- _INSTRUCTIONS TO FOLLOW_: Where "function" occurs in a line of the entries below, copy that line.

-- EXTRACTED DATA follows --

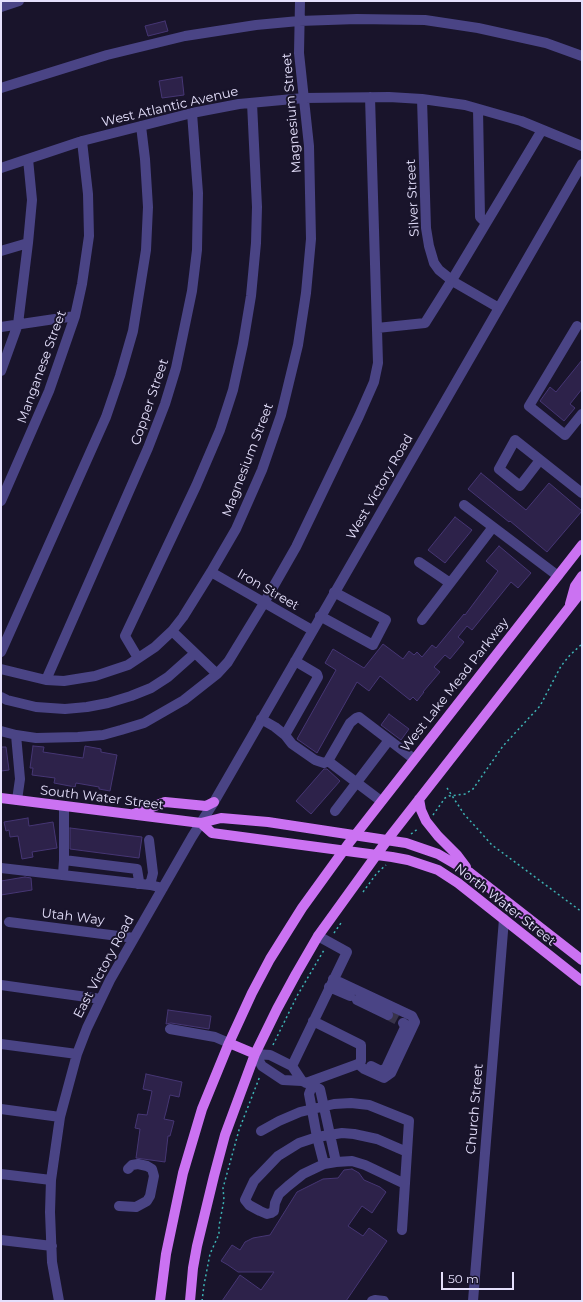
<!DOCTYPE html>
<style>
body{margin:0}
#map{position:relative;width:583px;height:1302px;overflow:hidden;background:#19142b;font-family:Montserrat,sans-serif}
canvas{display:block}
.frame{position:absolute;inset:0;border:2px solid #e5e0fc;pointer-events:none}
.scale{position:absolute;left:441px;top:1272px;width:73px;height:18px;box-sizing:border-box;border:2px solid #e5e0fc;border-top:0;padding-left:5px;font-size:12px;line-height:14px;white-space:nowrap;color:#e5e0fc;-webkit-text-stroke:3px #19142b;paint-order:stroke}
</style>
<div id="map">
<canvas width="583" height="1302"></canvas>
<div class="frame"></div>
<div class="scale">50 m</div>
</div>
<script>
const context = document.querySelector('canvas').getContext('2d');
context.lineJoin = 'round';
function paint(path, color) { context.fillStyle = color; context.fill(path, 'evenodd'); }
const toPath = rows => new Path2D(rows.map(r => 'M' + r).join(''));
function stroke(path, color, width, dash) { context.strokeStyle = color; context.lineWidth = width; context.lineCap = dash ? 'butt' : 'round'; context.setLineDash(dash || []); context.stroke(path); }
function write(font, color, halo, rows, align = 'center') {
  context.font = font + ' Montserrat,sans-serif'; context.lineWidth = 4; context.setLineDash([]); context.textBaseline = 'middle'; context.strokeStyle = halo; context.fillStyle = color; for (const [text, x, y, turn = 0] of rows) {
    context.save(); context.translate(x, y); context.rotate((+turn || 0) * Math.PI / 180); context.textAlign = isNaN(turn) ? turn : align; if (halo) context.strokeText(text, 0, 0); context.fillText(text, 0, 0); context.restore();
  }
}
const building = toPath([
 [165,21,168,31,148,36,145,26,165,21],
 [182,77,184,95,162,98,159,81,182,77],
 [582,360,582,389,570,404,575,408,564,421,540,401,550,387,556,392,582,360],
 [481,473,526,510,549,483,582,511,547,552,510,521,509,522,468,489,481,473],
 [455,517,472,530,445,563,428,550,455,517],
 [499,546,531,573,518,588,511,582,472,630,467,626,458,637,464,642,450,659,445,655,434,667,440,672,423,692,424,692,417,701,413,697,410,700,380,676,369,691,357,682,317,753,297,739,336,670,325,663,333,649,364,668,383,644,403,659,409,651,414,655,417,652,422,657,432,645,436,648,464,614,465,615,498,571,486,561,499,546],
 [389,714,409,729,401,740,381,725,389,714],
 [33,746,44,747,43,752,83,758,85,746,101,749,101,752,117,755,110,791,99,789,99,787,76,783,75,787,54,783,55,778,32,775,33,768,30,768,33,746],
 [1,747,6,747,9,770,1,771,1,747],
 [324,769,327,769,340,781,311,814,296,801,324,769],
 [28,818,29,826,53,822,57,848,32,852,33,857,22,859,18,836,10,837,9,830,6,831,4,822,28,818],
 [70,828,142,837,139,858,70,849,70,828],
 [25,877,31,878,32,890,1,895,1,881,25,877],
 [168,1010,211,1016,209,1029,171,1023,166,1024,168,1010],
 [146,1074,182,1082,179,1097,170,1095,166,1112,164,1119,174,1121,170,1136,168,1136,165,1162,136,1158,140,1129,135,1128,138,1114,147,1115,152,1091,143,1089,146,1074],
 [352,1169,359,1173,364,1180,380,1187,386,1192,372,1213,362,1206,348,1226,363,1236,369,1228,387,1241,346,1301,222,1301,240,1275,261,1290,274,1272,238,1272,228,1265,221,1261,232,1245,240,1250,245,1242,253,1238,270,1235,297,1192,323,1179,338,1178,344,1170,352,1169]
]);
paint(building, '#2d224a');
stroke(building, '#463674', 1);
stroke(toPath([
 [388,1015,403,1023]
]), '#38334a', 10, [10, 5]);
stroke(toPath([
 [447,788,464,814,492,845,582,912],
 [433,815,445,798,449,796,465,794,473,789,503,746,540,706,561,666,570,655,582,644],
 [411,834,419,828],
 [363,892,377,873,386,865],
 [334,933,341,923],
 [273,1045,297,996,324,950],
 [202,1301,204,1285,210,1254,219,1234,219,1226,224,1200,223,1188,239,1130,260,1076]
]), '#3db3b4', 1.5, [2, 3]);
stroke(toPath([
 [1,7,19,1],
 [1,88,107,55,185,36,256,25,299,21,357,19,425,20,478,28,546,43,582,56],
 [422,99,426,228,429,246,434,263,439,270,454,282,499,308],
 [478,109,480,217,486,223],
 [1,168,82,141,192,113,239,104,304,98,389,97,422,99,465,105,521,121,582,146],
 [1,251,28,243],
 [577,326,529,406,565,435,582,414],
 [1,327,75,316],
 [377,328,425,323,452,280,542,130],
 [1,371,18,324,28,243,32,200,28,159],
 [540,460,520,486,499,469,515,440,582,493],
 [1,501,49,391,75,316,82,284,89,236,88,194,82,141],
 [464,505,558,576],
 [419,562,450,583],
 [211,572,312,630],
 [320,616,373,645,386,620,334,592],
 [422,620,493,527],
 [1,652,106,417,120,376,133,331,146,250,148,207,145,159,141,126],
 [138,658,125,636,196,486,220,430,233,390,243,344,251,296,256,243,257,207,252,103],
 [1,669,46,680,64,681,95,676,128,665,155,647,172,631,183,617,211,572,236,529,262,470,281,415,298,345,306,293,311,239,309,146,299,53,300,1],
 [217,674,228,662,264,603,296,547,359,416,374,382,378,363,370,97],
 [46,680,148,448,165,404,176,368,192,291,197,250,198,193,192,113],
 [1,697,7,700,36,707,65,709,87,707,108,703,131,696,151,688,168,677,195,653],
 [261,719,275,727,285,735,292,744,315,760,324,763,328,761],
 [1,731,16,735,20,779,17,800],
 [16,735,36,738,78,737,103,735,121,730,144,723,184,700,217,674,172,631],
 [285,735,318,677,317,674,295,661],
 [381,801,328,761,350,723,356,718,359,717,414,759],
 [335,811,389,740],
 [149,840,153,873,150,885],
 [64,860,64,806],
 [1,868,150,885,163,888],
 [63,874,64,860,137,869,139,881,138,884],
 [9,922,134,938],
 [333,979,412,1016,415,1022,391,1073,384,1078,364,1069,358,1064],
 [1,985,101,999],
 [329,987,350,996],
 [357,1000,388,1015],
 [170,1029,215,1037,229,1043],
 [1,1044,77,1054],
 [255,1054,270,1055,292,1066,302,1081,320,1089,336,1162],
 [255,1054,262,1066,283,1080,302,1081],
 [292,1066,347,952,318,936],
 [371,1066,381,1071,386,1068,406,1025,403,1023],
 [306,1083,358,1064,361,1061,361,1045,313,1021],
 [312,1086,309,1094,317,1137,324,1164],
 [1,1109,60,1117],
 [261,1131,279,1121,300,1112,334,1104,351,1103,369,1105,409,1121,402,1230],
 [1,1174,51,1180],
 [405,1184,365,1165,352,1161,336,1162,324,1164,303,1174,288,1186,279,1194,275,1203,274,1211,271,1213,267,1214,260,1211,249,1205,245,1200,254,1181,278,1156,299,1143,317,1137,342,1133,354,1134,377,1139,407,1152],
 [119,1206,136,1207,147,1201,150,1196,154,1176,152,1169,147,1166,138,1164,132,1165,128,1169],
 [1,1240,52,1246],
 [59,1301,52,1262,50,1212,51,1180,60,1117,77,1054,87,1028,110,980,192,837,214,802,582,164],
 [372,1301,375,1300,384,1301],
 [473,1301,504,919]
]), '#4a4485', 10);
stroke(toPath([
 [570,604,575,586,582,576],
 [1,798,201,823,221,818,268,822,406,843,438,854,469,872,582,960],
 [419,799,421,810,426,821,438,836,457,855,466,867],
 [134,814,165,802,206,806,214,802],
 [201,823,212,833,392,857,408,860,438,870,458,883,582,981],
 [229,1043,255,1054],
 [160,1301,166,1254,183,1173,202,1109,229,1043,252,993,270,959,302,908,349,843,582,545],
 [190,1301,193,1268,197,1246,214,1176,225,1135,255,1054,277,1009,296,974,318,936,388,839,582,591]
]), '#cb72f2', 10);
write('13px', '#e5e0fc', '#19142b', [
 ["West Atlantic Avenue",170,107,-13],
 ["Magnesium Street",292,113,-95],
 ["Silver Street",413,198,-93],
 ["Manganese Street",42,367,-70],
 ["Copper Street",150,402,-71],
 ["Magnesium Street",248,460,-69],
 ["West Victory Road",380,487,-60],
 ["Iron Street",268,590,30],
 ["West Lake Mead Parkway",455,685,-52],
 ["South Water Street",102,798,7],
 ["North Water Street",505,905,38],
 ["Utah Way",73,917,7],
 ["East Victory Road",104,967,-62],
 ["Church Street",475,1109,-85]
]);
</script>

-- EXTRACTED DATA concluded --

- _SOLVED EXERCISE_:
function paint(path, color) { context.fillStyle = color; context.fill(path, 'evenodd'); }
function stroke(path, color, width, dash) { context.strokeStyle = color; context.lineWidth = width; context.lineCap = dash ? 'butt' : 'round'; context.setLineDash(dash || []); context.stroke(path); }
function write(font, color, halo, rows, align = 'center') {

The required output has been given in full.